Trace tools are one way to track the operation of applications in real time, unlike most debuggers that require an application to be stopped to examine its state. Breakpoints can facilitate the process; they can allow a developer to step through code to isolate where a problem is occurring, so corrective measures can be taken.
Unfortunately, stopping an application isn’t always a viable option. Bad things happen when a motor control program stops while the rotor is still turning. Self-driving cars tend to do bad things if the software just stops, even for a fraction of a nanosecond. Network protocols usually time out if one side doesn’t respond quickly enough.
The problem with trace tools is that they generate lots of data (see figure). One tool that helps to turn tons of system trace dumps into useful analysis for real-time debugging is Percepio’s Traceanalyzer. It uses hooks into operating systems like Linux and RTOSes like FreeRTOS, Keil’s new RTX5, and Express Logic’s ThreadX, which is used on Renesas’ Synergy family of microcontrollers.

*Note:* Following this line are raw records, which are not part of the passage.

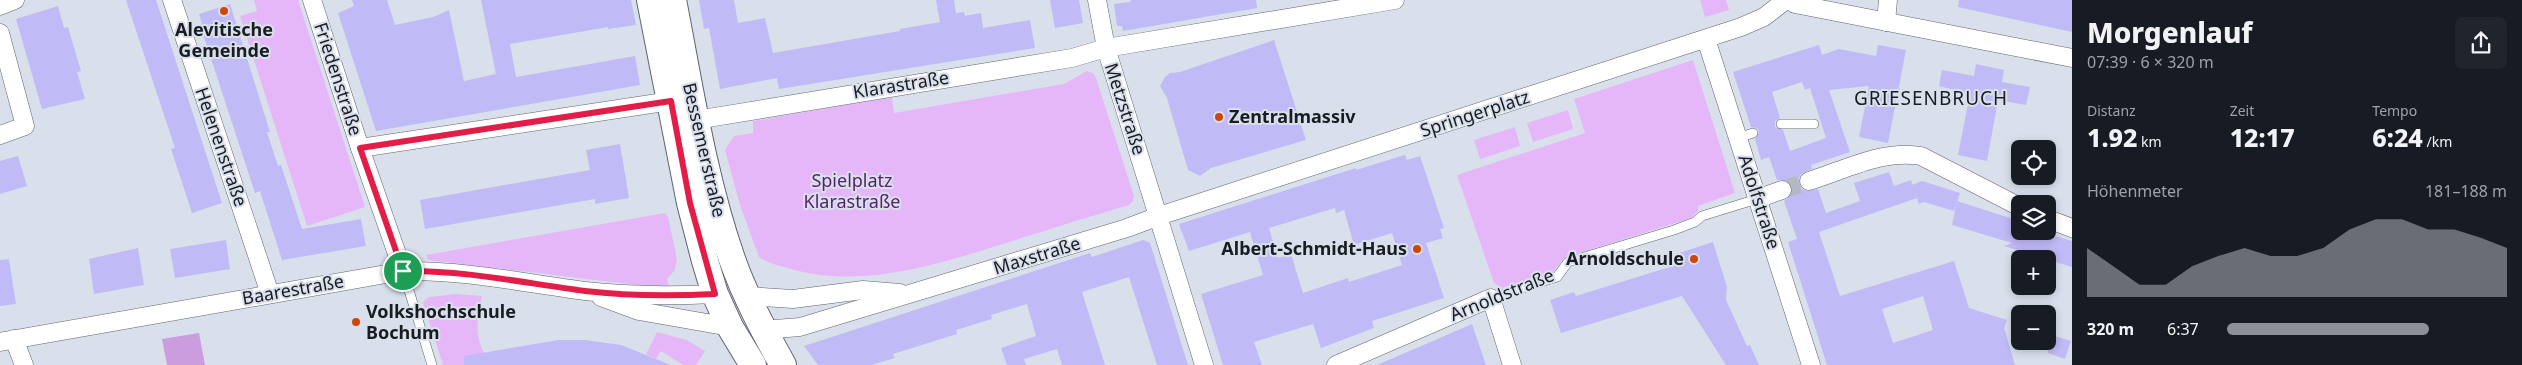 <!DOCTYPE html>
<html lang="de">
<meta charset="utf-8">
<style>
:root{--surface:#171b24;--page:#20242c;--text:#f1f3f6;--muted:#9ea1a6;--accent:#8c9099}
body{margin:0;font-family:"Noto Sans",sans-serif;background:var(--page);color:var(--text);height:100vh;display:flex;flex-direction:column;font-size:19px;white-space:nowrap}
*{box-sizing:border-box;margin:0}
p{font-size:16px;color:var(--muted)}
.icon{flex:none;width:28px;height:28px;fill:none;stroke:currentColor;stroke-width:2;stroke-linecap:round;stroke-linejoin:round}
.map{position:relative;flex:1;overflow:hidden}
.details{display:flex;flex-direction:column;background:var(--surface);width:450px}
.details>*{flex:none}
.controls{position:absolute;left:2011px;top:140px;display:grid;gap:10px}
.controls a{display:grid;place-items:center;width:45px;height:45px;border-radius:8px;background:var(--surface);box-shadow:0 2px 8px #0003;font-size:25px}
.pin{position:absolute;display:grid;place-items:center;width:42px;height:42px;color:#fff;margin:-21px;border:2px solid #fff;border-radius:50%;box-shadow:0 1px 5px #0007}
.round{display:grid;place-items:center;flex:none;width:52px;height:52px;border-radius:8px;background:var(--page)}
.head{display:flex;align-items:center;justify-content:space-between;height:85px;padding:0 15px}
h1{font-size:28px;font-weight:800;line-height:38px}
.figures{display:grid;grid-template-columns:repeat(3,1fr);gap:8px;height:85px;padding:5px 15px}
.figures div{display:grid;align-content:center}
.figures b{font-size:25px;font-weight:800}
.figures small{font-size:14px;font-weight:400}
.figures p{font-size:14px}
.chart{height:140px;padding:10px 15px}
.chart p{display:flex;justify-content:space-between}
.chart svg{width:100%;height:90px;margin-top:5px;fill:var(--accent);opacity:.7}
ul{padding:0 15px;list-style:none;font-size:16px}
li{display:grid;grid-template-columns:80px 60px 1fr;align-items:center;height:38px}
li i{height:12px;border-radius:6px;background:var(--accent)}
main{display:flex;flex:1;min-height:0}
.map>svg:first-child{display:block}
.green{fill:#e6b7f8}
.forest{fill:#cb9cde}
.building{fill:#c0baf6;fill-rule:evenodd}
.lines{fill:none;stroke-linecap:round;stroke-linejoin:round}
.street-tunnel{stroke:#b3b9c3;stroke-width:18;stroke-dasharray:18 9;stroke-linecap:butt}
.lane-casing{stroke:#5e646e;stroke-width:10}
.street-casing{stroke:#5e646e;stroke-width:19}
.secondary-casing{stroke:#5e646e;stroke-width:28}
.lane{stroke:#fff;stroke-width:9}
.street{stroke:#fff;stroke-width:18}
.secondary{stroke:#fff;stroke-width:26}
.route-casing{stroke:#fff;stroke-width:10}
.route{stroke:#e11d48;stroke-width:6}
.poi-dot{fill:#cd470a;stroke:#d9e0ec;stroke-width:2}
.labels{text-anchor:middle;stroke-width:4;stroke-linejoin:round;paint-order:stroke}
.poi-label{font-size:18px;font-weight:bold;fill:#191c20;stroke:#d9e0ec;text-anchor:start}
.street-label{font-size:18px;fill:#191c20;stroke:#d9e0ec}
.park-label{font-size:18px;fill:#59206d;stroke:#d9e0ec}
.neighbourhood-label{font-size:19px;letter-spacing:1px;fill:#191c20;stroke:#d9e0ec}
</style>
<main>
<div class="map">
<svg width="2072" height="365" viewBox="0 0 2072 365">
<rect width="100%" height="100%" fill="#d9e0ec"/>
<g class="green">
<polygon points="254,0 298,0 365,207 307,226 240,16 257,11"/>
<polygon points="1700,0 1726,0 1729,10 1705,17"/>
<polygon points="1693,60 1735,193 1698,206 1698,211 1691,218 1564,258 1553,272 1502,288 1494,283 1457,175 1585,133 1574,99"/>
<path d="M1087,71L1093,73L1096,78L1134,196L1133,201L1129,205C1088,217 1047,230 1006,243C936,265 860,290 787,268C777,265 767,263 759,257L740,205L725,150L734,136L753,133V121L892,97L894,113L1064,84Z"/>
<polygon points="1568,110 1573,129 1533,142 1527,123"/>
<polygon points="1515,127 1520,146 1480,159 1474,140"/>
<polygon points="665,213 668,217 677,259 675,270 667,279 669,286 662,288 428,260 426,255"/>
<path d="M456,294L482,296C479,310 475,329 480,343C482,351 486,355 488,365H443L423,302L429,297Z"/>
<polygon points="657,332 687,340 705,351 696,365 683,365 661,351 656,359 646,354"/>
</g>
<polygon class="forest" points="199,333 205,365 167,365 162,339"/>
<g class="building">
<polygon points="126,0 156,0 222,203 192,213 171,149 175,148"/>
<polygon points="352,0 387,0 395,25 433,17 449,10 464,81 496,74 481,0 631,0 636,25 608,29 608,27 510,44 516,77 635,56 640,85 376,131 338,13 354,6"/>
<polygon points="699,0 734,0 738,23 765,18 773,53 900,31 900,29 940,22 936,0 954,0 956,13 964,12 965,16 981,13 983,28 1030,20 1035,48 779,89 777,78 720,89 709,28 704,29"/>
<polygon points="1050,0 1079,0 1083,23 1055,28"/>
<polygon points="1131,0 1256,0 1257,8 1123,31 1122,26 1117,26 1114,4 1130,2"/>
<polygon points="1959,0 2072,0 2072,32 1958,7"/>
<polygon points="230,4 270,132 267,132 278,166 281,165 302,229 361,219 366,246 282,260 260,191 255,193 200,25 202,24 199,14"/>
<polygon points="58,6 64,28 68,27 81,71 77,72 85,99 42,109 16,19"/>
<polygon points="1274,40 1306,140 1211,168 1200,176 1188,170 1167,98 1160,86 1165,77 1170,73 1180,72"/>
<path d="M1819,45L1822,55L1839,49L1876,56L1878,45L1906,50L1888,143L1859,137L1869,86L1829,90L1850,152L1811,165L1812,169L1801,174L1799,178L1802,189L1807,191L1818,189L1826,213L1860,201L1854,183L1889,172L1894,186L1911,180L1917,198L1819,232L1840,296L1954,261L1969,308L2007,320L2004,328L2015,365H1827L1788,242L1797,239L1784,201L1790,196L1792,187L1784,180H1777L1769,157L1761,160L1755,139L1759,132L1757,128L1751,127L1733,72ZM1802,82L1805,90L1810,88L1826,138L1790,151L1783,130L1775,127V121L1780,118L1772,92ZM1923,296L1933,330L1893,343L1882,309Z"/>
<polygon points="1976,64 2004,70 2002,82 2030,87 2026,105 1998,100 1987,161 1958,155 1970,94 1939,86 1942,70 1974,76"/>
<polygon points="620,144 629,198 595,204 595,199 425,229 420,200 590,170 586,150"/>
<path d="M1405,155L1407,160L1420,156L1444,228L1440,229L1443,238L1426,243L1444,298L1372,321L1374,328L1321,348L1313,324L1254,342L1262,365H1223L1201,294L1263,275L1250,232L1189,251L1179,224L1356,168V170ZM1335,208L1336,213L1344,210L1354,245L1392,233L1402,265L1349,282L1348,278L1303,293L1291,254L1278,258L1269,228Z"/>
<polygon points="18,156 27,186 0,194 0,161"/>
<polygon points="1922,181 1960,193 1954,211 1924,202 1919,204 1912,185"/>
<polygon points="1957,201 2016,220 2012,231 2039,231 2072,241 2072,267 2004,246 2012,243 1952,225"/>
<polygon points="226,240 230,269 175,278 170,249"/>
<polygon points="1143,240 1150,243 1188,365 1157,365 1129,277 1082,292 1105,365 1062,365 1057,349 1024,359 1026,365 1007,365 1001,348 1036,336 1027,304 991,315 992,319 956,330 957,334 893,354 895,358 871,365 818,365 804,346 1090,253 1092,257"/>
<polygon points="1713,242 1727,287 1726,300 1747,346 1750,345 1759,365 1726,365 1682,296 1561,333 1550,300 1574,292 1576,296 1673,266 1670,256"/>
<polygon points="138,248 144,285 94,294 89,259"/>
<polygon points="9,259 16,304 0,306 0,260"/>
<polygon points="1472,324 1486,365 1377,365 1433,341"/>
<polygon points="2048,334 2071,341 2065,359 2048,353"/>
<polygon points="559,340 585,340 621,345 671,365 464,365 464,356"/>
</g>
<g class="lines">
<polyline class="street-tunnel" points="1782,190 1809,181"/>
<g class="lane-casing">
<g id="lane">
<polyline points="1781,124 1814,124"/>
<polyline points="1738,138 1753,133"/>
<polyline points="403,271 432,365"/>
<polyline points="1491,298 1557,277 1568,262 1674,230 1695,222 1702,216 1757,199"/>
</g>
</g>
<g class="street-casing">
<g id="street">
<polyline points="172,0 270,294"/>
<polyline points="312,0 360,148 403,271"/>
<polyline points="1097,0 1106,48 1204,365"/>
<polyline points="1788,0 1795,4 2072,58"/>
<polyline points="0,6 15,0"/>
<polyline points="1886,22 1888,0"/>
<polyline points="0,33 25,126 0,135"/>
<polyline points="1706,39 1811,365"/>
<polyline points="696,120 1072,58 1106,48 1395,0"/>
<polyline points="360,148 671,101"/>
<path d="M1809,181C1845,170 1883,149 1921,156L2020,207"/>
<polyline points="1757,199 1782,190"/>
<polyline points="2048,219 2072,228"/>
<polyline points="747,296 793,299 863,290 900,293"/>
<polyline points="601,297 639,311 730,327"/>
<polyline points="763,330 800,327 1127,228 1159,216 1741,27 1764,17 1786,0"/>
<polyline points="14,339 24,365"/>
<path d="M0,342L403,271C464,270 524,283 585,291C628,296 672,296 715,294"/>
<polyline points="1336,365 1491,298 1512,365"/>
</g>
</g>
<g class="secondary-casing">
<g id="secondary">
<polyline points="650,0 690,203 705,261 715,294 730,327 753,365"/>
<path d="M673,0C690,87 703,176 732,259C745,296 764,331 783,365"/>
</g>
</g>
<use href="#lane" class="lane"/>
<use href="#street" class="street"/>
<use href="#secondary" class="secondary"/>
</g>
<g class="lines">
<g class="route-casing">
<path id="route" d="M671,101L690,203L715,294C672,296 627,296 585,291C524,283 464,270 403,271L360,148Z"/>
</g>
<use href="#route" class="route"/>
</g>
<g class="poi-dot">
<circle cx="224" cy="11" r="5"/>
<circle cx="1219" cy="117" r="5"/>
<circle cx="1417" cy="249" r="5"/>
<circle cx="1694" cy="259" r="5"/>
<circle cx="356" cy="322" r="5"/>
</g>
<g class="labels">
<g class="poi-label">
<text x="224" y="36" text-anchor="middle">Alevitische<tspan x="224" dy="21">Gemeinde</tspan></text>
<text x="1229" y="123">Zentralmassiv</text>
<text x="1407" y="255" text-anchor="end">Albert-Schmidt-Haus</text>
<text x="1684" y="265" text-anchor="end">Arnoldschule</text>
<text x="366" y="318">Volkshochschule<tspan x="366" dy="21">Bochum</tspan></text>
</g>
<g class="street-label">
<text transform="translate(338 79) rotate(72)" y="6">Friedenstraße</text>
<text transform="translate(901 85) rotate(-9)" y="6">Klarastraße</text>
<text transform="translate(1125 109) rotate(72)" y="6">Metzstraße</text>
<text transform="translate(1475 114) rotate(-18)" y="6">Springerplatz</text>
<text transform="translate(221 147) rotate(71)" y="6">Helenenstraße</text>
<text transform="translate(704 150) rotate(77)" y="6">Bessemerstraße</text>
<text transform="translate(1759 202) rotate(72)" y="6">Adolfstraße</text>
<text transform="translate(1037 256) rotate(-17)" y="6">Maxstraße</text>
<text transform="translate(293 290) rotate(-10)" y="6">Baarestraße</text>
<text transform="translate(1502 295) rotate(-22)" y="6">Arnoldstraße</text>
</g>
<g class="park-label">
<text x="852" y="187">Spielplatz<tspan x="852" dy="21">Klarastraße</tspan></text>
</g>
<g class="neighbourhood-label">
<text x="1931" y="105">GRIESENBRUCH</text>
</g>
</g>
</svg>
<div class="controls">
<a><svg class="icon" aria-label="locate" viewBox="0 0 24 24"><circle cx="12" cy="12" r="6"/><path d="M12 2v4M12 18v4M2 12h4M18 12h4"/></svg></a>
<a><svg class="icon" aria-label="layers" viewBox="0 0 24 24"><path d="M12 4l9 5-9 5-9-5zM3 14l9 5 9-5"/></svg></a>
<a>+</a>
<a>−</a>
</div>
<div class="pin" style="left:403px;top:271px;background:#1e9e55"><svg class="icon" aria-label="arrive" viewBox="0 0 24 24"><path d="M6 21V4h12l-3 4 3 4H6"/></svg></div>
</div>
<section class="details">
<div class="head"><div><h1>Morgenlauf</h1><p>07:39 · 6 × 320 m</p></div><a class="round"><svg class="icon" aria-label="share" viewBox="0 0 24 24"><path d="M12 15V3M7 8l5-5 5 5M5 13v7h14v-7"/></svg></a></div>
<div class="figures">
<div><p>Distanz</p><b>1.92<small> km</small></b></div>
<div><p>Zeit</p><b>12:17</b></div>
<div><p>Tempo</p><b>6:24<small> /km</small></b></div>
</div>
<div class="chart"><p><span>Höhenmeter</span>181–188 m</p>
<svg viewBox="0 0 160 44" preserveAspectRatio="none"><path d="M0 44V20L10 29L20 38L30 38L40 29L50 24L60 20L70 24L80 24L90 20L100 11L110 6L120 6L130 11L140 11L150 15L160 20V44z"/></svg>
</div>
<ul>
<li><b>320 m</b>6:37<i style="width:72%"></i></li>
</ul>
</section>
</main>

Would you rather analyze a text dump (top) or have a trace tool like Traceanalyzer (bottom) handle the analysis and present more useful insight into an application?
For Linux, Percepio took advantage of the LTTng Project’s Linux Trace Tool (LTT). LTT instruments Linux to provide details about the operating system and applications, giving developers insight into how tasks are performing and what resources they are using. Traceanalyzer requires similar instrumentation for it to work with other operating systems. This support is often already available as with ThreadX, which is also supported by Express Logic’s own TraceX.
Now, one might think that a simple graphical presentation of trace information with some basic filtering would provide everything a developer would need. The truth is much different, especially when multiple threads, cores, and services come into play. Likewise, the trace information can be used to pinpoint issues from deadlock to race conditions. Sometimes a developer can catch this by looking at more basic presentations, but having the trace tool do more analysis before presenting the data makes much more sense—hence the plethora of options and presentation graphics (more than 25 different views) that Traceanalyzer provides.
Other challenges with trace tools relate to whether they are post-debugging tools or real-time tools that are working off very recently generated data. For example, LTTng can be configured with a ring-buffer that is filled continuously and streamed to a debug host running the trace analysis tools.
The biggest challenge for developers unfamiliar with trace tools is understanding how they work and refining the techniques to obtain the desired information. This is akin to learning the use of a conventional debugger. Of course, one needs to use these tools to gain their advantages.
On the plus side, trace tools have the advantage of providing analysis mechanisms to identify normal and abnormal operations, making a developer’s job easier. In many ways, this is similar to learning how to use of an oscilloscope or logic analyzer. It is easy to get started but it can take a long time to master. Good trace tools are invaluable in this age of networked, multicore system-on-chip (SoC) platforms that link IoT devices and the cloud, as well as deeply embedded real-time applications like motor control.